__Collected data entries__
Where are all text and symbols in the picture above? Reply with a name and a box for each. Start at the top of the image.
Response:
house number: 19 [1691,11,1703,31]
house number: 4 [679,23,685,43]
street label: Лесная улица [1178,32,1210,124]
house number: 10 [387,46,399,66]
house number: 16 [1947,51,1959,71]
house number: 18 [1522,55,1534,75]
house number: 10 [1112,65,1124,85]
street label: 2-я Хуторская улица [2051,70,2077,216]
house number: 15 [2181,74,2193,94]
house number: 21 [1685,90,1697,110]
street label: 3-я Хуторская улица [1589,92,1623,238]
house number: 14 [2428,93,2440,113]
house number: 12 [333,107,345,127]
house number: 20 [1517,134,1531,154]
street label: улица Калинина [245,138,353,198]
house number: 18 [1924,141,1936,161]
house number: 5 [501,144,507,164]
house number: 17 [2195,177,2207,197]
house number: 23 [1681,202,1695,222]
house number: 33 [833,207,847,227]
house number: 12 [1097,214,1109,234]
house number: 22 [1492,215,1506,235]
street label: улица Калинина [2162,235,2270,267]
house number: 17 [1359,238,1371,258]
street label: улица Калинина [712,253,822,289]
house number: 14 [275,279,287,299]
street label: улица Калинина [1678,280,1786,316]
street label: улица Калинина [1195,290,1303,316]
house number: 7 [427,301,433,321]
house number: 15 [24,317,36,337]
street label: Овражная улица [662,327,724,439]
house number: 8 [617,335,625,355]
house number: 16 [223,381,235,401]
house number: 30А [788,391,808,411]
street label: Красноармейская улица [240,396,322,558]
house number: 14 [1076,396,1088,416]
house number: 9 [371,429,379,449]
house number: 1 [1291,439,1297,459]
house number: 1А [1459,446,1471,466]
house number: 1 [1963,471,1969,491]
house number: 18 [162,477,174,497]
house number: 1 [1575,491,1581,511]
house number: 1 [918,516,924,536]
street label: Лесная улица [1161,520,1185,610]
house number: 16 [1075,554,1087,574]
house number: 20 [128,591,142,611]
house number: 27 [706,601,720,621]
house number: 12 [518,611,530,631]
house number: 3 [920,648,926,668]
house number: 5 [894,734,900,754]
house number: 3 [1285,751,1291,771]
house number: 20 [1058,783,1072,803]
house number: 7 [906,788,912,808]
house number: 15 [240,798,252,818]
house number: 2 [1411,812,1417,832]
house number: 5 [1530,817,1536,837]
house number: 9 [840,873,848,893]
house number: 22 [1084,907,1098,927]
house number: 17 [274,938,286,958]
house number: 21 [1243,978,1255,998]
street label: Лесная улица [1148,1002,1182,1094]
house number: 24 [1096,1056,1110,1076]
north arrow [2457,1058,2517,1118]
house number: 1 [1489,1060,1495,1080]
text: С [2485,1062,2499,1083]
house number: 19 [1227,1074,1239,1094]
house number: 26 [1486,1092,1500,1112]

__YOUR INSTRUCTIONS__
Each entry, exactly as written, should be set down once more.

__FINAL ANSWER__
Where are all text and symbols in the picture above? Reply with a name and a box for each. Start at the top of the image.
Response:
house number: 19 [1691,11,1703,31]
house number: 4 [679,23,685,43]
street label: Лесная улица [1178,32,1210,124]
house number: 10 [387,46,399,66]
house number: 16 [1947,51,1959,71]
house number: 18 [1522,55,1534,75]
house number: 10 [1112,65,1124,85]
street label: 2-я Хуторская улица [2051,70,2077,216]
house number: 15 [2181,74,2193,94]
house number: 21 [1685,90,1697,110]
street label: 3-я Хуторская улица [1589,92,1623,238]
house number: 14 [2428,93,2440,113]
house number: 12 [333,107,345,127]
house number: 20 [1517,134,1531,154]
street label: улица Калинина [245,138,353,198]
house number: 18 [1924,141,1936,161]
house number: 5 [501,144,507,164]
house number: 17 [2195,177,2207,197]
house number: 23 [1681,202,1695,222]
house number: 33 [833,207,847,227]
house number: 12 [1097,214,1109,234]
house number: 22 [1492,215,1506,235]
street label: улица Калинина [2162,235,2270,267]
house number: 17 [1359,238,1371,258]
street label: улица Калинина [712,253,822,289]
house number: 14 [275,279,287,299]
street label: улица Калинина [1678,280,1786,316]
street label: улица Калинина [1195,290,1303,316]
house number: 7 [427,301,433,321]
house number: 15 [24,317,36,337]
street label: Овражная улица [662,327,724,439]
house number: 8 [617,335,625,355]
house number: 16 [223,381,235,401]
house number: 30А [788,391,808,411]
street label: Красноармейская улица [240,396,322,558]
house number: 14 [1076,396,1088,416]
house number: 9 [371,429,379,449]
house number: 1 [1291,439,1297,459]
house number: 1А [1459,446,1471,466]
house number: 1 [1963,471,1969,491]
house number: 18 [162,477,174,497]
house number: 1 [1575,491,1581,511]
house number: 1 [918,516,924,536]
street label: Лесная улица [1161,520,1185,610]
house number: 16 [1075,554,1087,574]
house number: 20 [128,591,142,611]
house number: 27 [706,601,720,621]
house number: 12 [518,611,530,631]
house number: 3 [920,648,926,668]
house number: 5 [894,734,900,754]
house number: 3 [1285,751,1291,771]
house number: 20 [1058,783,1072,803]
house number: 7 [906,788,912,808]
house number: 15 [240,798,252,818]
house number: 2 [1411,812,1417,832]
house number: 5 [1530,817,1536,837]
house number: 9 [840,873,848,893]
house number: 22 [1084,907,1098,927]
house number: 17 [274,938,286,958]
house number: 21 [1243,978,1255,998]
street label: Лесная улица [1148,1002,1182,1094]
house number: 24 [1096,1056,1110,1076]
north arrow [2457,1058,2517,1118]
house number: 1 [1489,1060,1495,1080]
text: С [2485,1062,2499,1083]
house number: 19 [1227,1074,1239,1094]
house number: 26 [1486,1092,1500,1112]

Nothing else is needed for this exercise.